A stalactite has the shape of a circular cone. Its height is 200 mm and is increasing at a rate of 3 mm per century. Its base radius is 40 mm and is decreasing at a rate of 0.5 mm per century. Determine if its volume is increasing or decreasing, and the rate at which the volume is changing.

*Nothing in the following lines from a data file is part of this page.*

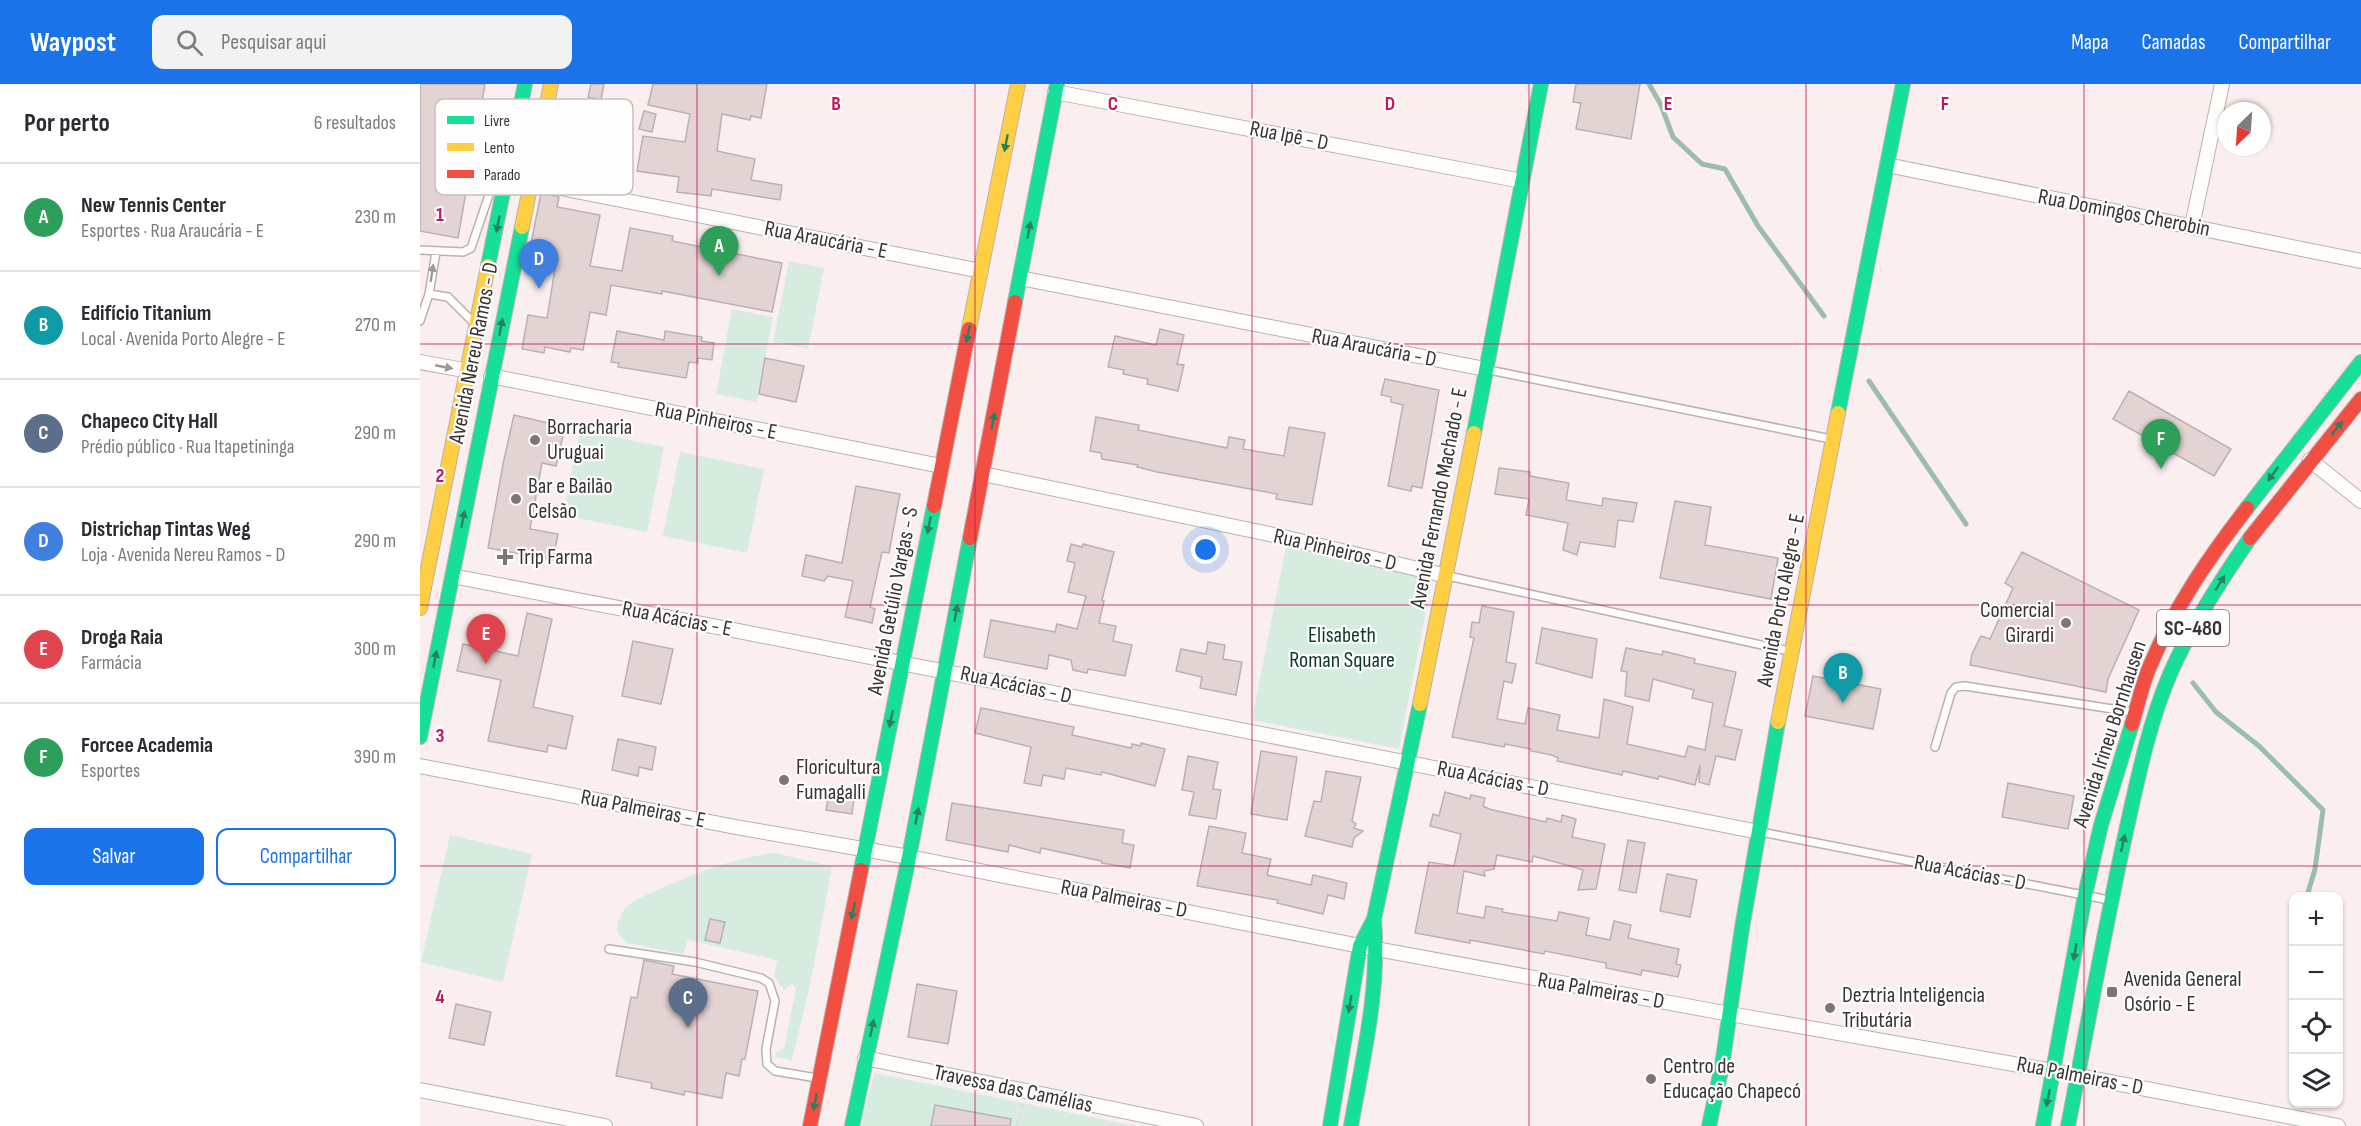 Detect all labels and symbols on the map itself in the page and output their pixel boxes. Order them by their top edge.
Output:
text: B [831,92,841,116]
text: C [1108,92,1118,116]
text: D [1385,92,1395,116]
text: E [1664,92,1672,116]
text: F [1941,92,1949,116]
legend [435,99,633,195]
north arrow [2217,102,2271,156]
text: Livre [484,112,510,131]
street label: Rua Ipê - D [1247,115,1331,157]
one-way arrow [1001,134,1010,153]
text: Lento [484,139,515,158]
text: Parado [484,166,521,185]
street label: Rua Domingos Cherobin [2036,183,2212,243]
text: 1 [436,203,444,227]
one-way arrow [493,215,502,234]
street label: Rua Araucária - E [762,215,890,265]
one-way arrow [1025,220,1034,239]
pin: A [700,226,738,276]
pin: D [520,240,558,289]
street label: Avenida Nereu Ramos - D [443,260,505,447]
one-way arrow [428,264,437,283]
one-way arrow [497,318,506,337]
street label: Rua Araucária - D [1309,323,1439,373]
one-way arrow [963,325,972,344]
one-way arrow [435,363,454,372]
street label: Avenida Fernando Machado - E [1404,385,1474,611]
street label: Rua Pinheiros - E [653,396,779,446]
one-way arrow [989,412,998,431]
place label: Borracharia Uruguai [547,414,632,466]
pin: F [2142,420,2180,469]
one-way arrow [2330,421,2343,436]
marker: Borracharia Uruguai [528,433,542,447]
text: 2 [436,464,444,488]
one-way arrow [2267,466,2279,481]
place label: Bar e Bailão Celsão [528,473,613,525]
marker: Bar e Bailão Celsão [509,492,523,506]
street label: Avenida Getúlio Vargas - S [861,505,924,698]
one-way arrow [459,509,468,528]
street label: Avenida Porto Alegre - E [1751,511,1811,690]
one-way arrow [924,516,933,535]
street label: Rua Pinheiros - D [1271,523,1399,577]
your location [1191,535,1220,564]
place label: Trip Farma [517,544,593,571]
marker: Trip Farma [498,550,512,564]
one-way arrow [2214,575,2225,591]
street label: Rua Acácias - E [620,595,734,643]
place label: Comercial Girardi [1980,597,2054,649]
one-way arrow [952,603,961,622]
road number: SC-480 [2157,610,2229,646]
pin: E [466,614,506,664]
marker: Comercial Girardi [2059,616,2073,630]
park label: Elisabeth Roman Square [1289,622,1395,674]
street label: Avenida Irineu Bornhausen [2067,637,2153,832]
one-way arrow [431,650,440,669]
pin: B [1824,654,1862,703]
street label: Rua Acácias - D [958,660,1074,710]
one-way arrow [886,710,895,729]
text: 3 [436,724,445,748]
place label: Floricultura Fumagalli [796,754,880,806]
street label: Rua Acácias - D [1435,755,1551,803]
marker: Floricultura Fumagalli [777,773,791,787]
street label: Rua Palmeiras - E [578,784,708,834]
one-way arrow [913,807,922,826]
one-way arrow [2119,834,2129,852]
street label: Rua Acácias - D [1912,849,2028,897]
street label: Rua Palmeiras - D [1059,874,1189,924]
one-way arrow [848,901,858,920]
one-way arrow [2070,943,2079,962]
place label: Avenida General Osório - E [2123,966,2242,1018]
street label: Rua Palmeiras - D [1536,967,1666,1015]
pin: C [668,978,708,1028]
place label: Deztria Inteligencia Tributária [1842,982,1985,1034]
text: 4 [435,985,445,1009]
marker: Avenida General Osório - E [2105,985,2119,999]
one-way arrow [1346,995,1355,1014]
marker: Deztria Inteligencia Tributária [1823,1001,1837,1015]
one-way arrow [868,1018,877,1037]
street label: Rua Palmeiras - D [2015,1051,2145,1101]
place label: Centro de Educação Chapecó [1663,1053,1801,1105]
street label: Travessa das Camélias [931,1059,1095,1119]
marker: Centro de Educação Chapecó [1644,1072,1658,1086]
one-way arrow [2043,1089,2052,1108]
one-way arrow [810,1092,819,1111] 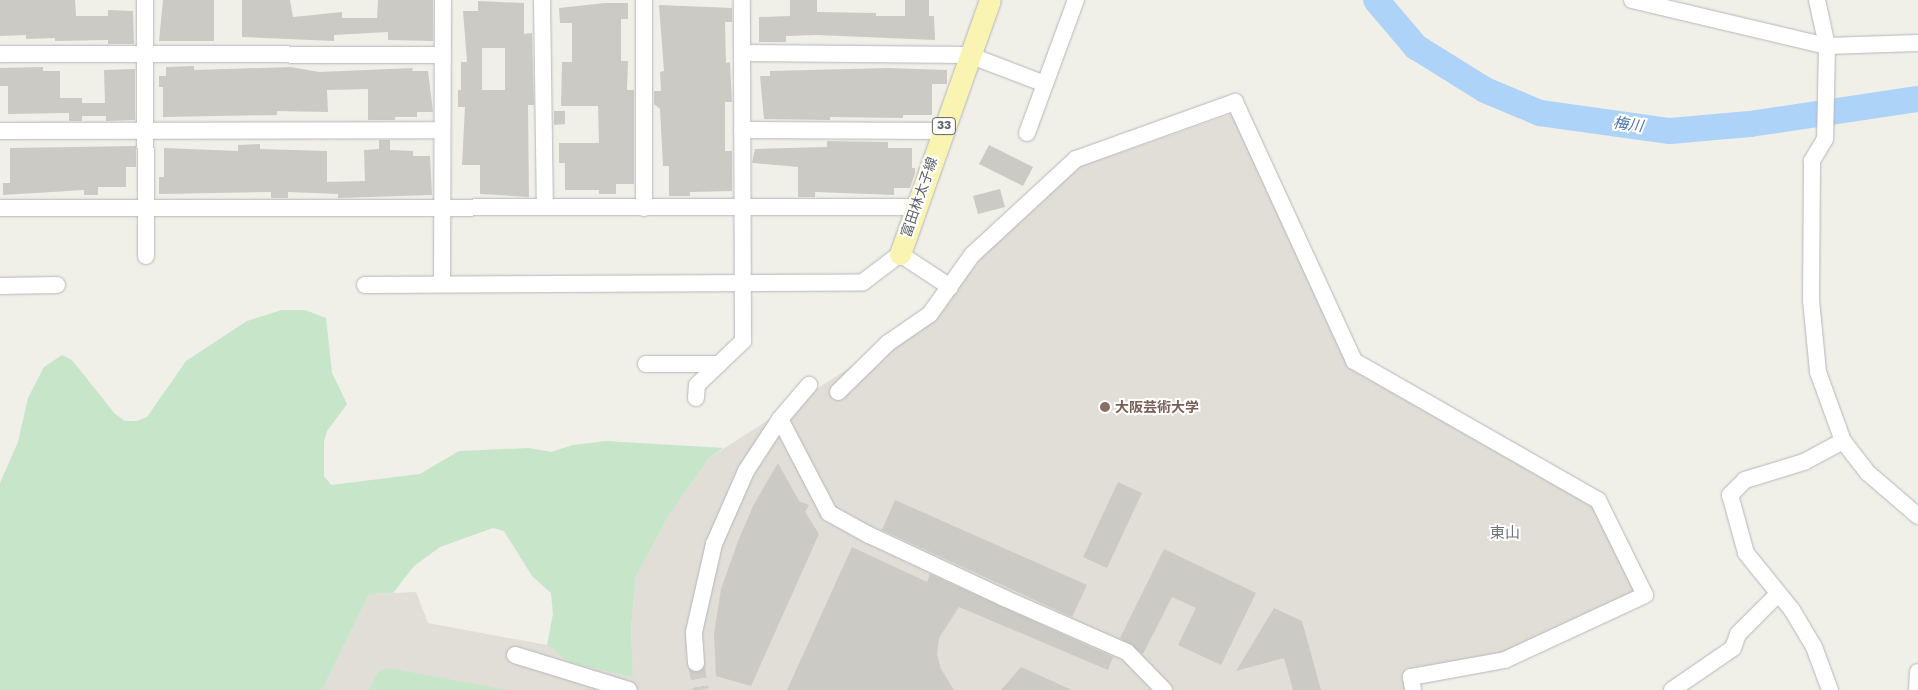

\(V = \frac{\pi }{3}{r^2}h\)

\(\frac{{{\text{d}}V}}{{{\text{d}}t}} = \frac{\pi }{3}\left[ {2rh\frac{{{\text{d}}r}}{{{\text{d}}t}} + {r^2}\frac{{{\text{d}}h}}{{{\text{d}}t}}} \right]\)     M1A1A1

at the given instant

\(\frac{{{\text{d}}V}}{{{\text{d}}t}} = \frac{\pi }{3}\left[ {2(4)(200)\left( { - \frac{1}{2}} \right) + {{40}^2}(3)} \right]\)     M1

\( = \frac{{ - 3200\pi }}{3} = - 3351.03 \ldots  \approx 3350\)     A1

hence, the volume is decreasing (at approximately 3350 \({\text{m}}{{\text{m}}^3}\) per century)     R1

[6 marks]

Few candidates applied the method of implicit differentiation and related rates correctly. Some candidates incorrectly interpreted this question as one of constant linear rates.